### The problem
Pull every line containing "they" out of the material below.

### Provided records
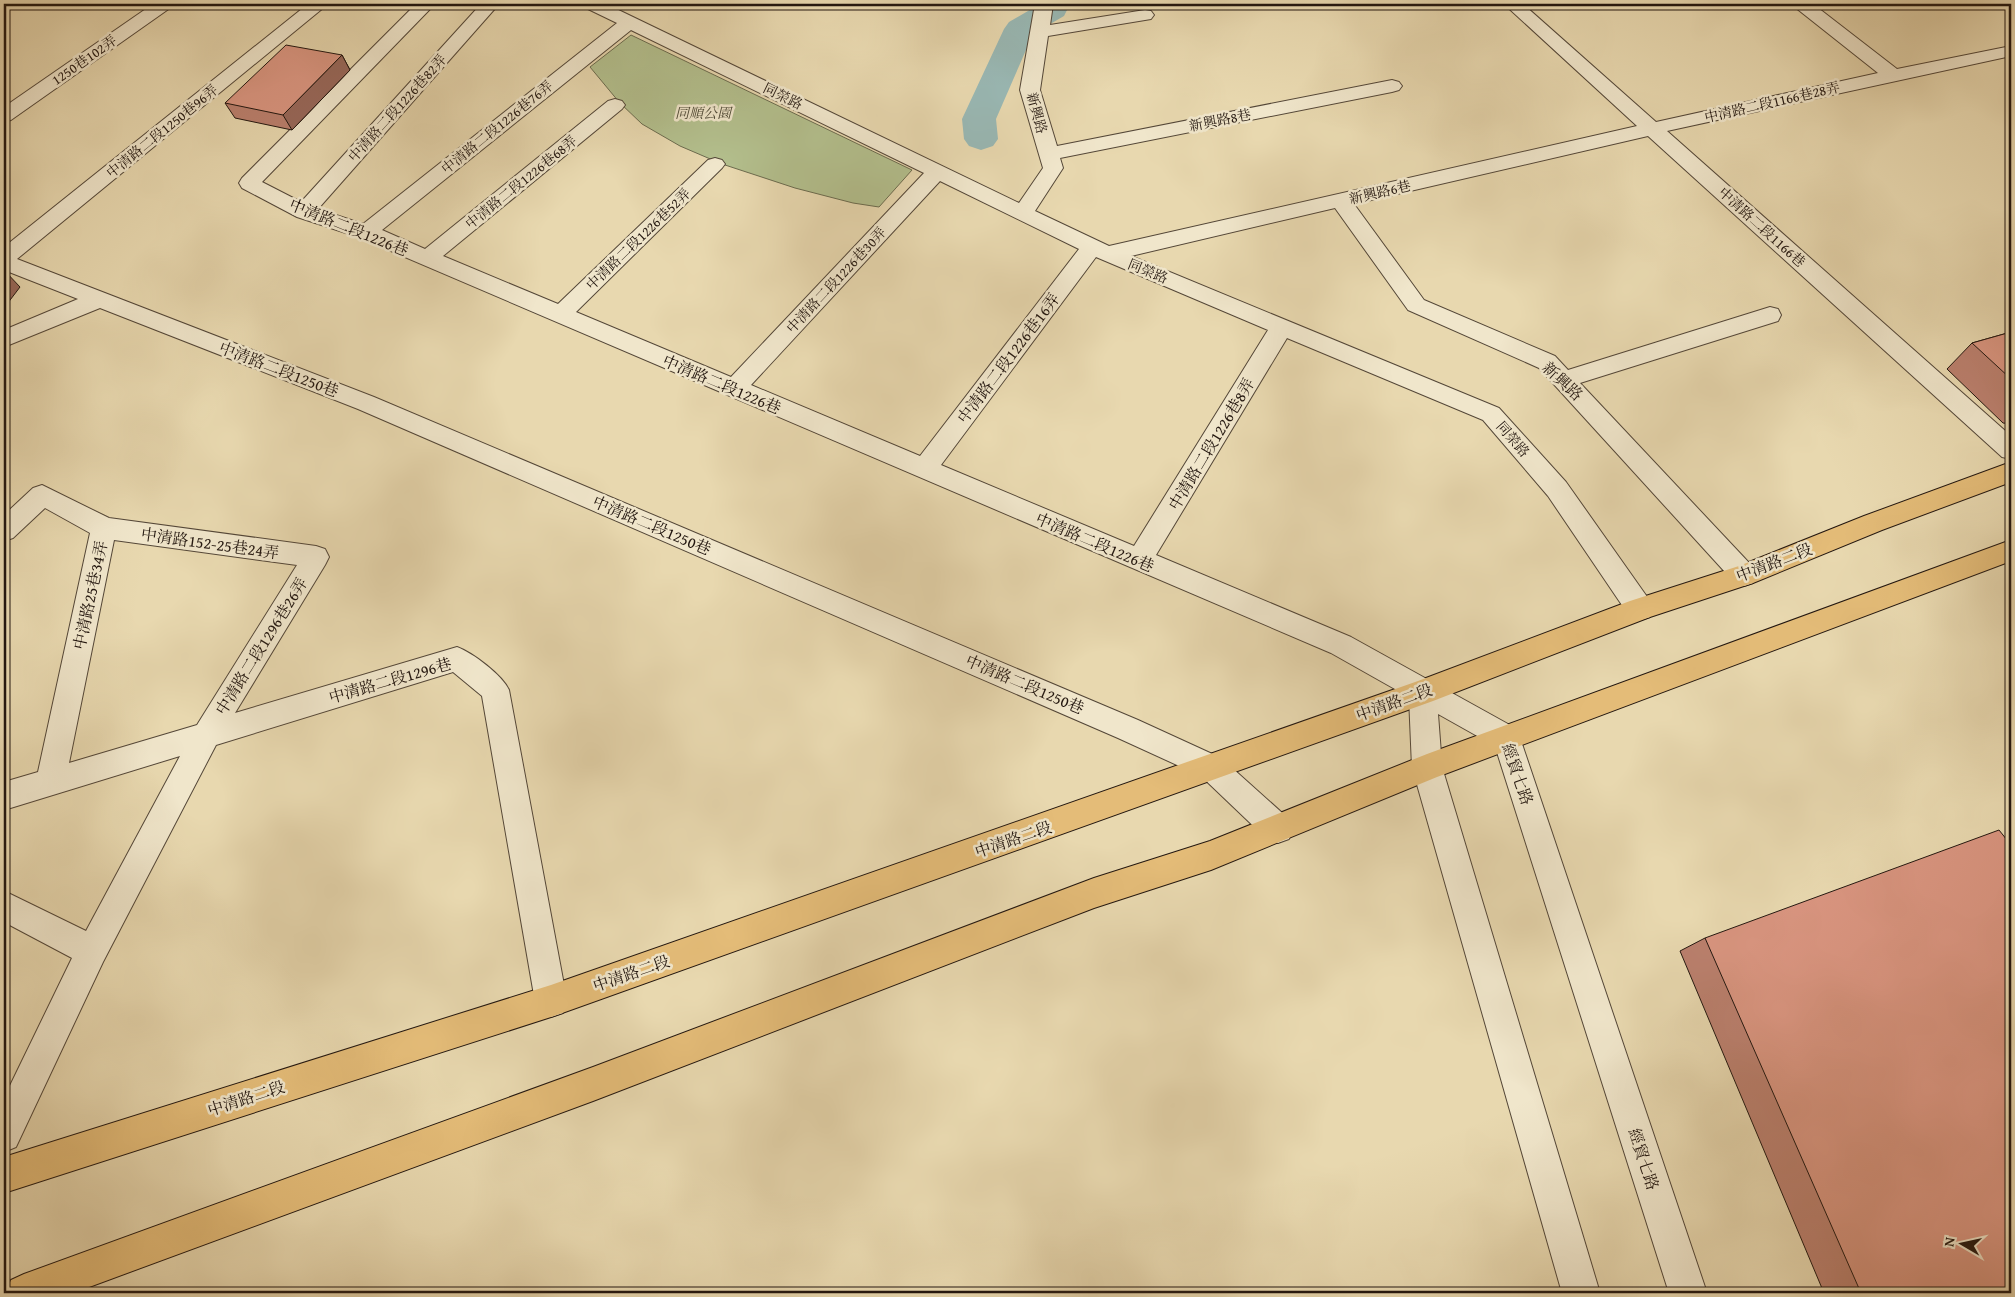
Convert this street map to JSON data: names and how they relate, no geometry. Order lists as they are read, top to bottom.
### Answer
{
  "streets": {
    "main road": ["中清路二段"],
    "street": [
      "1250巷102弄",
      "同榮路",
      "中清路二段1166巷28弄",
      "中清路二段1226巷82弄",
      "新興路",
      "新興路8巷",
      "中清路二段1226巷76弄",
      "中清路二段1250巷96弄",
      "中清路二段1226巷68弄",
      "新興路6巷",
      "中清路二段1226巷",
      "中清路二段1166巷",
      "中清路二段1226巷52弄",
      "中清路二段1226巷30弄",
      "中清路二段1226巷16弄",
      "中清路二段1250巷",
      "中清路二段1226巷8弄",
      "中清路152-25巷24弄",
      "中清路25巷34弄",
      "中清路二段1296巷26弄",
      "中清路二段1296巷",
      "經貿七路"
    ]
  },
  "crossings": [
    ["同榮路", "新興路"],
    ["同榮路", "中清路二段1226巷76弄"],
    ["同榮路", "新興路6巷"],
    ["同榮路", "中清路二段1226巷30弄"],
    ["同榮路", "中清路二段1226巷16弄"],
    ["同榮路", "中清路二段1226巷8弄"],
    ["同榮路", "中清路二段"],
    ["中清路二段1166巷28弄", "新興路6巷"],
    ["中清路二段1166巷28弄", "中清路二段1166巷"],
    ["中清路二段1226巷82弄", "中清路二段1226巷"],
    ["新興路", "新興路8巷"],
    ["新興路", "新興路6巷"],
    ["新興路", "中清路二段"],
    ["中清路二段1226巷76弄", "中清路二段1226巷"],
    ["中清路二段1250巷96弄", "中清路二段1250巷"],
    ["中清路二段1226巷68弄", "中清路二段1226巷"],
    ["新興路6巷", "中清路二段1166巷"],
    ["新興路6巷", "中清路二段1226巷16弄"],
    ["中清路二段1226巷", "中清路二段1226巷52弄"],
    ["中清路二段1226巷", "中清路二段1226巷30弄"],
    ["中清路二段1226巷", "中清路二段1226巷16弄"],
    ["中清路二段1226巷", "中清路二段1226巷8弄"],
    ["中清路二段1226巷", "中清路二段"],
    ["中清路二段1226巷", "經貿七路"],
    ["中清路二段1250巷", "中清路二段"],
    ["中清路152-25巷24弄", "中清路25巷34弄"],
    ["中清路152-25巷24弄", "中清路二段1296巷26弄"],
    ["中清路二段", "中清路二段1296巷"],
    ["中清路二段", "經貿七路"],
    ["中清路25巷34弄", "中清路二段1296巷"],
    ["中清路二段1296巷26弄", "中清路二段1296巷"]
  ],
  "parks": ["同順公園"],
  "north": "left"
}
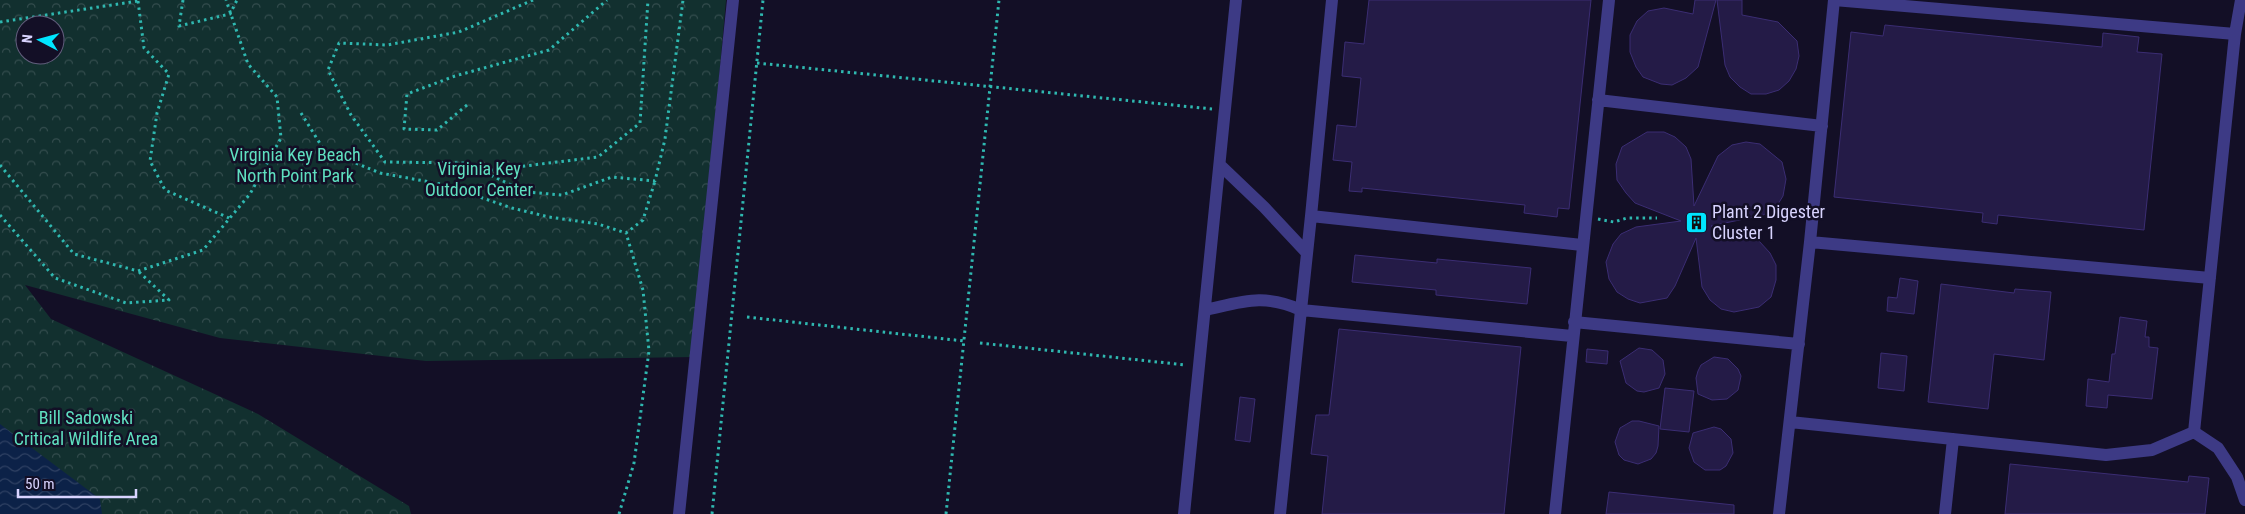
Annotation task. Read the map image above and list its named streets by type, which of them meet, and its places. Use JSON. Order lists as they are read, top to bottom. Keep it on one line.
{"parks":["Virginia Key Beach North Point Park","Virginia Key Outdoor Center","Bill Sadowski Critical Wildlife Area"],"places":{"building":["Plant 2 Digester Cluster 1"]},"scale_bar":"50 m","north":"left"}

### Result below
Convert this street map to JSON data: names and how they relate, no geometry. Order lists as they are read, top to bottom.
Annotation task. Read the map image above and list its named streets by type, which of them meet, and its places. Use JSON. Order lists as they are read, top to bottom. Keep it on one line.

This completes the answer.